I avoided her work for so long despite loving the quality of it and the detail to perfection. I've seen her images for years, long before I even became interested in newborn photography... today for the first time I have bought one of her calendars, and researched some of her work... not just the images we are all familiar with... and you know what hits home to me... That while over the 20 something odd years she's been specialising in this field, she has had one distinctive style. (This is true for the handful of other newborn photographers I admire.)
 
She must draw inspiration from many varying sources, and not all amongst the world of newborn photography, outside the world of social media, and from the world around her. Of course it helps after all the years of building a loyal following she no doubt has access to many willing clients, parents who would no doubt be beside themselves having their children photographed by her.
 
So what did I learn? She has clearly been true to herself and her vision, her art, not becoming swept up in the world of the latest style in newborn photography, the latest trend props.
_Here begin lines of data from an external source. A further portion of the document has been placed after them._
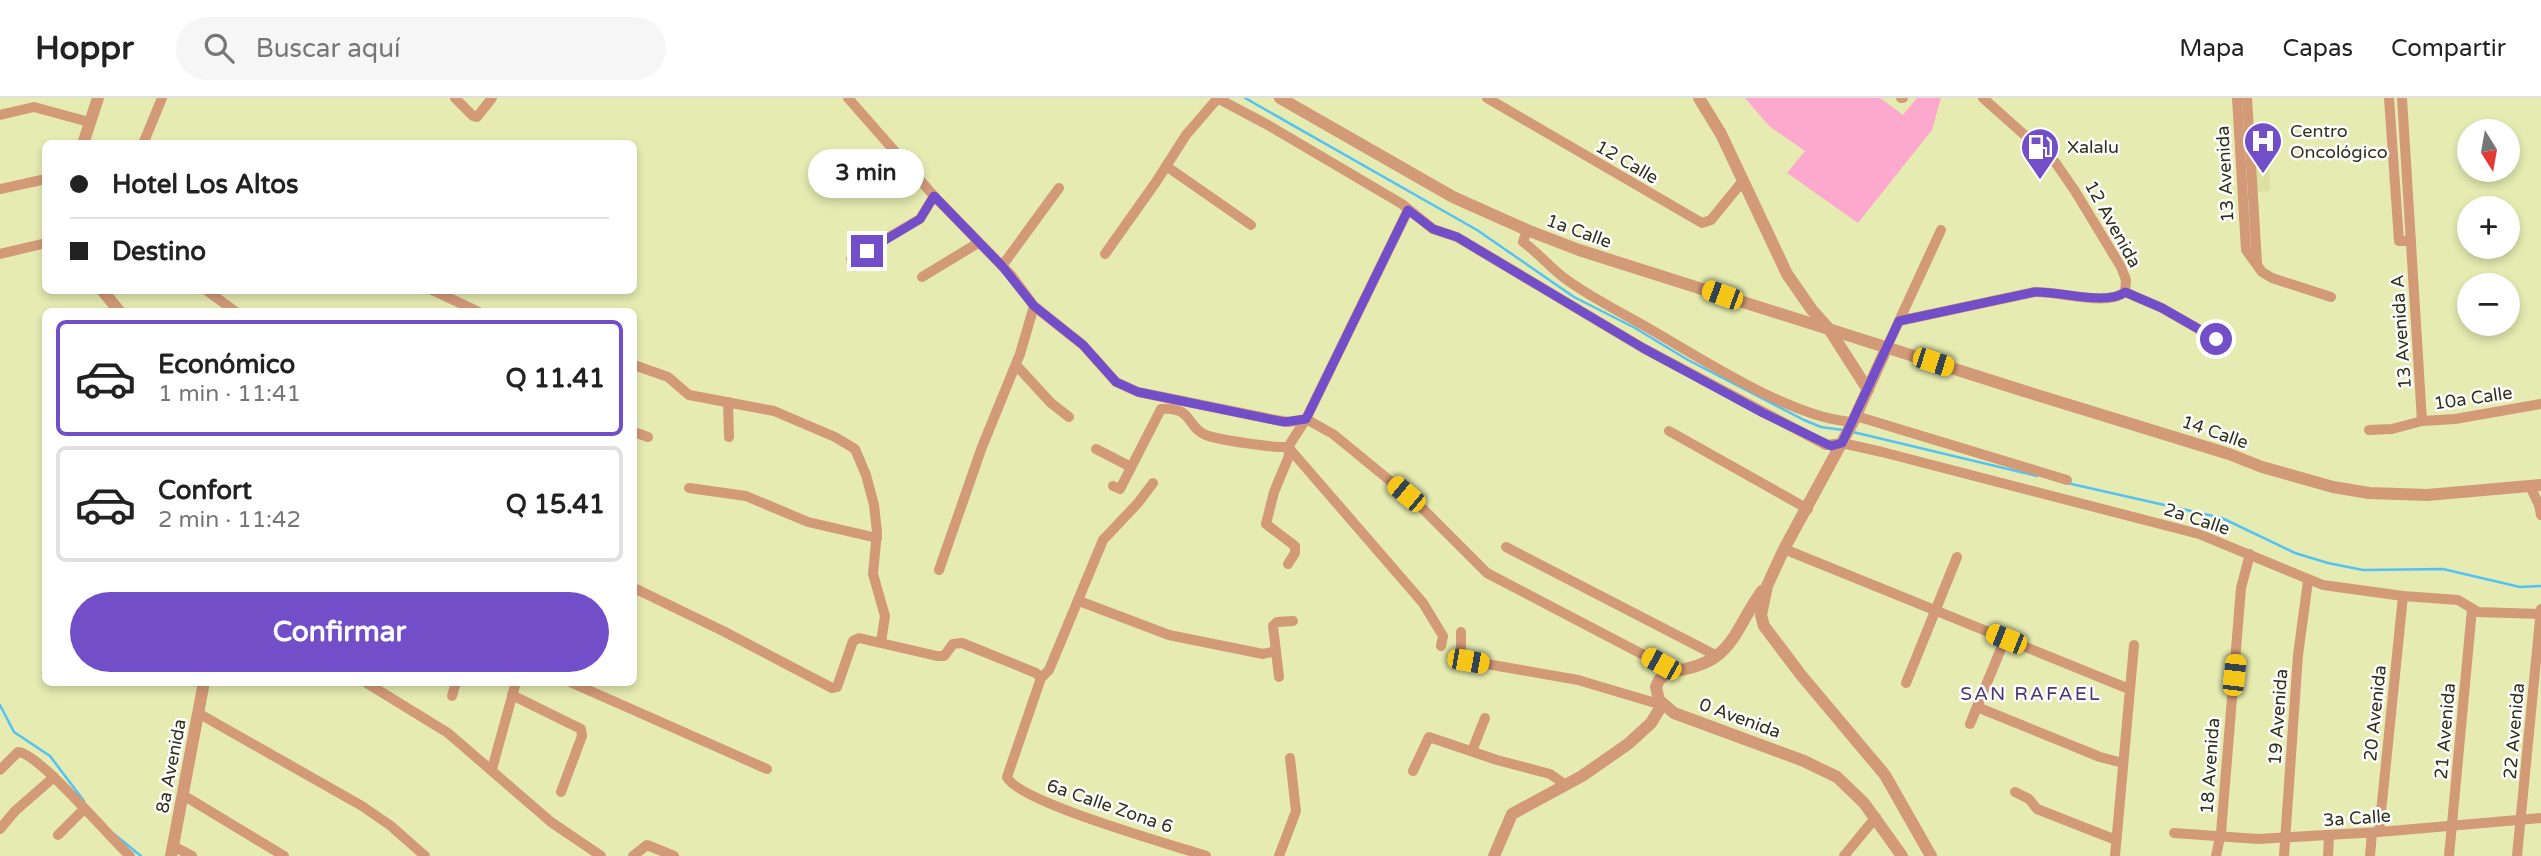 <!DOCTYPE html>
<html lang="es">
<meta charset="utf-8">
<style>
body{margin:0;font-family:"Varela Round",sans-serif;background:#f6f6f6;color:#222;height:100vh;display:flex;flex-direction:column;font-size:26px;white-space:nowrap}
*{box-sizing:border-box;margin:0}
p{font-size:23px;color:#767676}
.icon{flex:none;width:38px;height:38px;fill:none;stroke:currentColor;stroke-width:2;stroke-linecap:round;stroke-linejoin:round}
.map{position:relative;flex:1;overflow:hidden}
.drawer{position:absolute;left:42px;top:210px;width:595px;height:378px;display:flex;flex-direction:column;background:#fff;border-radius:10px;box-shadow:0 4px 10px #0003}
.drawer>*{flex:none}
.banner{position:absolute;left:42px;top:42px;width:595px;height:154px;border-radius:10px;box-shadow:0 4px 10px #0003;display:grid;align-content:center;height:154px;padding:0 28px;background:#fff}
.needle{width:46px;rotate:169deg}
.controls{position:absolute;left:2457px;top:21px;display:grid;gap:14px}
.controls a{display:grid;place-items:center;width:63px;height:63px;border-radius:50%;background:#fff;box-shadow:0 4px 10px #0003;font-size:35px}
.end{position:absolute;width:32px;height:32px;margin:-16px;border:9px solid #724ec8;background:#fff;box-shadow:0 0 0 4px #fff}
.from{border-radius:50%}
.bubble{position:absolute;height:49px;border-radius:24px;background:#fff;box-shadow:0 4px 10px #0003;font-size:23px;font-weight:700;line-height:49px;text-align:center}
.car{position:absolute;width:21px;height:42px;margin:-21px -10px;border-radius:9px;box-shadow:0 0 5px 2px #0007;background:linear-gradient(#f5c518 24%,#345 0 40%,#f5c518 0 76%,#345 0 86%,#f5c518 0)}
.banner b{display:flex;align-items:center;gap:24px;height:66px;font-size:26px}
.banner b+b{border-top:2px solid #e0e0e0}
.banner i{width:18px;height:18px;background:#222}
ul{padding:12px 0 0;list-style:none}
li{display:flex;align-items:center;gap:21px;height:116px;margin:0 14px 10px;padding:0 14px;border:4px solid #e0e0e0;border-radius:10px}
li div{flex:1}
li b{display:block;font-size:26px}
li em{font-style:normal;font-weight:700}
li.selected{border-color:#724ec8}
li>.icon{width:63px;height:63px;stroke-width:1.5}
.action{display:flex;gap:14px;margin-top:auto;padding:14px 28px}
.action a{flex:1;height:80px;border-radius:42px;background:#724ec8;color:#fff;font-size:28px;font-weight:700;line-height:80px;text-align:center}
header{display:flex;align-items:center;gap:42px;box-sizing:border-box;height:98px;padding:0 35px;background:#fff;border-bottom:2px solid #e0e0e0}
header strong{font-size:33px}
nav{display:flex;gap:38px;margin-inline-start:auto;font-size:24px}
.search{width:490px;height:63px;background:#f6f6f6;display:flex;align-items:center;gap:18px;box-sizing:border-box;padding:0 24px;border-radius:38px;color:#767676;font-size:26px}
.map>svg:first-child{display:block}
.built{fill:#dbe2a0}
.green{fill:#fda9cd}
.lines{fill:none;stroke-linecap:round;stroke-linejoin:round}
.stream{stroke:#53c2f7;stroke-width:2.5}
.minor{stroke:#d39a78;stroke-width:10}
.tertiary{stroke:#d39a78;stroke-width:12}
.route{stroke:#724ec8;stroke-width:9}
.labels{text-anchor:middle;stroke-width:5;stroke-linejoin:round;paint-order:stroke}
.poi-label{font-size:18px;fill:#2f311a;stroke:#fff;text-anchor:start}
.street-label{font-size:18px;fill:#2f311a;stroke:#fff}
.neighbourhood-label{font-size:19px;letter-spacing:2px;fill:#473875;stroke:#fff}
</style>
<header>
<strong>Hoppr</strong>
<div class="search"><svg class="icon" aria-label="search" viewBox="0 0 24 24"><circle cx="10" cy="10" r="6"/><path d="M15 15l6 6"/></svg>Buscar aquí</div>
<nav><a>Mapa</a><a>Capas</a><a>Compartir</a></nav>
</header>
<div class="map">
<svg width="2541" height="758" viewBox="0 0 2541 758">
<rect width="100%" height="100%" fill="#e5ebb1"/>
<polygon class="built" points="2255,61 2269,61 2270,93 2256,94"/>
<polygon class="green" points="1745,0 1880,0 1903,17 1917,0 1941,0 1932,32 1858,125 1787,75 1805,53 1769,28"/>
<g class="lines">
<g class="stream">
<polyline points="1245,0 1477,132 1574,199 1635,230 1688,262 1804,322 1821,329 1843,332"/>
<polyline points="1853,334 2037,378"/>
<polyline points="2067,385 2222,420 2295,455 2328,465 2363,472 2443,471 2520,489 2541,488"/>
<polyline points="0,607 14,634 50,658 84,703"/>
<polyline points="114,736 141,758"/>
</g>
<g class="minor">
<polyline points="455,0 473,18 477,19 492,0"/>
<polyline points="848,0 934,98 1011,177 1034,208 1083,247 1116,284 1138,294 1276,322 1289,324 1306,321 1333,336 1416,404 1487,475 1661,566 1668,574"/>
<polyline points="1217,0 1268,27 1402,106 1433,131 1457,139 1643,250 1826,347 1842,345 1882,354 2199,436 2323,487 2403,498 2458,502 2478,514 2540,516"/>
<polyline points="1487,0 1702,125 1711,122 1742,84"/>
<polyline points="1901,0 1903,0"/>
<polyline points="2237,0 2246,152 2262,174 2272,180 2331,199"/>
<polyline points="2247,0 2257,165"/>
<polyline points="2389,0 2399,143 2411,143"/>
<polyline points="2402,0 2422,323"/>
<polyline points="0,17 34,9 89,24"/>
<polyline points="143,46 162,0"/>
<polyline points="1166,68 1251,127"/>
<polyline points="0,91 46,81"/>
<path d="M1527 132 1523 144C1539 155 1551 171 1567 182 1595 202 1626 217 1655 234 1707 264 1794 321 1853 324"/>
<polyline points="0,156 46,145"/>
<polyline points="1105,156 1156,84 1186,37 1217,1"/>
<polyline points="851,161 920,121 934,98"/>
<polyline points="1002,168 1059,90"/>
<polyline points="922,179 978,145"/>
<polyline points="206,192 236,214"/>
<polyline points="432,192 479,214"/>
<polyline points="2125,194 2162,210 2216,241"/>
<polyline points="1899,223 1941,132"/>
<path d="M1887 249 1899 223 2035 194C2060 193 2106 209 2125 194L2126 182 2121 169 2075 93 2055 64 1983 0"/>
<polyline points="634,267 668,279 689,297 774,313 835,339 855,351 866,377 874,407 877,434 873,476 885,518 881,544"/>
<polyline points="1016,267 1051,305 1069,319"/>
<polyline points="728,304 729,339"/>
<polyline points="1856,318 2067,382"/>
<polyline points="2369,332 2392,331 2422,323 2455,321 2541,306"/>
<polyline points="1669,333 1808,411"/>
<polyline points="634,334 648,339"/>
<polyline points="1096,351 1131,369"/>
<path d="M1153 385 1138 405 1103 442 1049 572 1041 580 1007 679C1018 704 1173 747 1206 758"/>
<path d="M1113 388 1120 391 1161 311C1193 308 1186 329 1206 337 1218 342 1275 350 1288 349L1423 505 1443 538 1441 548"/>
<polyline points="2530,388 2539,407 2541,417"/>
<polyline points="689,390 746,398 808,424 877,440"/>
<polyline points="1506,449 1717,558"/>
<polyline points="1784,451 2129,591"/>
<polyline points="1288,466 1295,455 1295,448 1266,426 1274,394 1289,358 1288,349 1306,321 1408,112"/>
<polyline points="939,472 982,349 1020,256 1034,208"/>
<polyline points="634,490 723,533 832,590 837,589 853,543 859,540 937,558 944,558 953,546 962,545 1036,575 1041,580"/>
<polyline points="1079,503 1169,537 1263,556 1276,553"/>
<polyline points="1461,534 1461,559 1464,562 1578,582 1662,607"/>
<polyline points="1279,579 1273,528 1277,524 1293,523"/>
<polyline points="365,584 448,635 551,724 601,758"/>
<polyline points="570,584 767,671"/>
<polyline points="1906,585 1957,459"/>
<polyline points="512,597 581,631 582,638 561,694"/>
<polyline points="452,598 456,584"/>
<polyline points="1977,609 2100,659 2123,665"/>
<polyline points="198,615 362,708 391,728 425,758"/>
<polyline points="1970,626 2005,541"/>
<polyline points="1472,653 1485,620"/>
<polyline points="492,671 516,584"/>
<path d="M0 672 18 654C38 654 110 740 130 758"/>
<polyline points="1413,673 1429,639 1497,662 1550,676 1566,687"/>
<polyline points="2015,694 2029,701 2037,711 2116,742"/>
<polyline points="183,697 284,758"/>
<polyline points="0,731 15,713 54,679"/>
<polyline points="2379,734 2403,498"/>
<polyline points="2174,735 2258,741 2379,734 2541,720"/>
<polyline points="58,737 84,711"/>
<polyline points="173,748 192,758"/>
<polyline points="633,758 647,747 674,758"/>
<polyline points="1279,758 1296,713 1290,660"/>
<polyline points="1844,758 1876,719"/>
<polyline points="2115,758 2134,547"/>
<polyline points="2216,758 2221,735 2241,490 2250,456"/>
<polyline points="2284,758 2298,557 2308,483"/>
<polyline points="2328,758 2329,738"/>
<polyline points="2370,758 2372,735"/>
<polyline points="2449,758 2472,511"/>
<polyline points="2517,758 2541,511"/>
</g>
<g class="tertiary">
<polyline points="1280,0 1453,99 1527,132 1579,152 2024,293 2229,356 2262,369 2333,389 2369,395 2427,397 2541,387"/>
<polyline points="1699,0 1721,36 1787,176 1812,212 1829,231 1868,292"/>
<polyline points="83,46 98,0"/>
<polyline points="102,192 120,214"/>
<polyline points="1887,249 1853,324 1784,451 1767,488 1761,517 1764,528 1801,577 1885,677 1931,758"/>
<path d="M1762 493C1730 538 1734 566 1668 574L1659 582 1656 589 1659 602 1674 615 1804 663 1837 679 1864 705 1902 758"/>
<polyline points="171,758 204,584"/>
<polyline points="1494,758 1512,716 1582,678 1628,646 1651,625 1662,607"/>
</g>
</g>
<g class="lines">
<path class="route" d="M867 153 920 121 934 98 1002 168 1034 208 1083 247 1116 284 1138 294 1284 324 1306 321 1408 112 1433 131 1457 139 1643 250 1763 315 1831 348 1842 345 1899 223 2035 194C2059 193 2108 208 2125 194L2162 210 2216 241"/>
</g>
<defs>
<symbol id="hospital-pin" viewBox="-11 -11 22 30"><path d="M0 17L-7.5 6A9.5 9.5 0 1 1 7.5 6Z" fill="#724ec8" stroke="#fff"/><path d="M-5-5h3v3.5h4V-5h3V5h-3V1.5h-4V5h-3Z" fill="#fff"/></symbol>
<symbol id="fuel-pin" viewBox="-11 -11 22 30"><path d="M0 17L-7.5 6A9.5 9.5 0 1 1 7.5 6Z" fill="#724ec8" stroke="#fff"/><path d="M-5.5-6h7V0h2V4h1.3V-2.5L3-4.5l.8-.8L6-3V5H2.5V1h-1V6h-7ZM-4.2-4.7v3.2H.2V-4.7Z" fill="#fff"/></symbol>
</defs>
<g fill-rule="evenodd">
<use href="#hospital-pin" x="2241" y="21" width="44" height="60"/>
<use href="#fuel-pin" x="2018" y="27" width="44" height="60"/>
</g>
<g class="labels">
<g class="poi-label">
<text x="2290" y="39">Centro<tspan x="2290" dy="21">Oncológico</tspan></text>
<text x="2067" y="55">Xalalu</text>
</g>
<g class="street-label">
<text transform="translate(1627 64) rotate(30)" y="6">12 Calle</text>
<text transform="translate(2225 76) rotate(-93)" y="6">13 Avenida</text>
<text transform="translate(2113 126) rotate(61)" y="6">12 Avenida</text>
<text transform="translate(1579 133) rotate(20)" y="6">1a Calle</text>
<text transform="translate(2401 234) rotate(-94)" y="6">13 Avenida A</text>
<text transform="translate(2473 300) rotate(-8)" y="6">10a Calle</text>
<text transform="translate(2215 334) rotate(19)" y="6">14 Calle</text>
<text transform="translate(2197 421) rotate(18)" y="6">2a Calle</text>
<text transform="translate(2375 615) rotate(-84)" y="6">20 Avenida</text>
<text transform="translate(2278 619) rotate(-86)" y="6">19 Avenida</text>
<text transform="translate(1740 620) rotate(20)" y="6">0 Avenida</text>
<text transform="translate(2445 633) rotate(-85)" y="6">21 Avenida</text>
<text transform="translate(2514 633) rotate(-85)" y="6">22 Avenida</text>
<text transform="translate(171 668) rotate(-79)" y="6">8a Avenida</text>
<text transform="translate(2210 668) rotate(-86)" y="6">18 Avenida</text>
<text transform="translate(1110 708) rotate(19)" y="6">6a Calle Zona 6</text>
<text transform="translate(2357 720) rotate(-4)" y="6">3a Calle</text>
</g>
<g class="neighbourhood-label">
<text x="2031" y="602">SAN RAFAEL</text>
</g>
</g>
</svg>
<div class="controls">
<a><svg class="needle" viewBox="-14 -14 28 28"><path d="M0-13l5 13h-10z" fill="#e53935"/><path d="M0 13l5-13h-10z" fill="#767676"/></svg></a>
<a>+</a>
<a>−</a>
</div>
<i class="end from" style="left:2216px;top:241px"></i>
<i class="end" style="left:867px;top:153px"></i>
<div class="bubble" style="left:808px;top:51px;width:116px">3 min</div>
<i class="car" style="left:1722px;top:197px;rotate:290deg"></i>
<i class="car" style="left:1933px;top:264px;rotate:108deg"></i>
<i class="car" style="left:1406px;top:396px;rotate:310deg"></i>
<i class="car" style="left:2006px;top:541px;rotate:292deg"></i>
<i class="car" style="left:1468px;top:563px;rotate:100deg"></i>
<i class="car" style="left:1661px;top:566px;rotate:299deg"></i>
<i class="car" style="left:2234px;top:577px;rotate:6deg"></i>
<div class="banner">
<b><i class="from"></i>Hotel Los Altos</b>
<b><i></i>Destino</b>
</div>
<section class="drawer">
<ul>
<li class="selected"><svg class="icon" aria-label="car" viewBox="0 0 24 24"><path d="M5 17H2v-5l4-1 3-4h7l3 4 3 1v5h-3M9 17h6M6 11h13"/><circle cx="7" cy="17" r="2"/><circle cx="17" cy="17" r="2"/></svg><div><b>Económico</b><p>1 min · 11:41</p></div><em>Q 11.41</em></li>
<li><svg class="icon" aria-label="car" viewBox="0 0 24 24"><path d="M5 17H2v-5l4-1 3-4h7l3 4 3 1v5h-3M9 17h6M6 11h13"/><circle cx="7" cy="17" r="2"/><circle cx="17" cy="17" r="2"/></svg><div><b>Confort</b><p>2 min · 11:42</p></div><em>Q 15.41</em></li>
</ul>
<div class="action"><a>Confirmar</a></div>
</section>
</div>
She has surrounded herself with a team of affirmation, of people who no doubt have her back, a team the allow her to create her art... because it is a team... even in as far as my work is mine, I have a team behind me of inspiring women, and men. Inspiration honestly comes from the strangest of places....
 
So while I find myself a little swept up in the frustrations of feelings of inadequacy, foolishly allowing my inner dialogue to eat away at me over situations and people I cannot control within my industry, it comes back to this... I have to be true to myself and my art, and my VISION. My style is MINE, and my style has evolved, and grown and become unique... that is what sets ME apart from my competition, that is what clients look for.
 
I may have moments of self doubt, and I feel quite vulnerable in even sharing a glimpse of that with you, my public, but I am human. I have struggles, and while I believe in what I do, and believe with every inch of my being that my work is beautiful, and captures more than just a moment, it captures emotion and purity, I do have to be aware of the people I surround myself with and people who will not only have my back and fight for my reputation, those same people will call me up on a hostile word of self doubt, and will ask me the tough questions.
 
Now as I stare at the work of Anne Geddes with eyes of a woman, a mother, a photographer, and dare I say peer in the field, I see a woman who has stayed true to her art, believing in her work... My respect for her is great, and for the first time I look at her stunning art as inspiration, not discounting it as the only newborn work most people recognise. Because for the first time I see her LOVE in the images... and as I think of the other photographers that I look to as inspiration and as role models in this field, I see that their imagery shows that emotion too... not just a technically beautiful image.
 
It's only taken me twenty odd years, but I'm now discovering the beauty of Anne Geddes. Thank You for your work Anne!
 



 
And possibly what I find most intriguing... is that as I look through her work, the images that resonate with me so deeply have a connection to my style... So now while people feel the need to compare newborn work with that of Anne Geddes, I will happily take that compliment... because I feel honored to be compared to her perfection of an art form.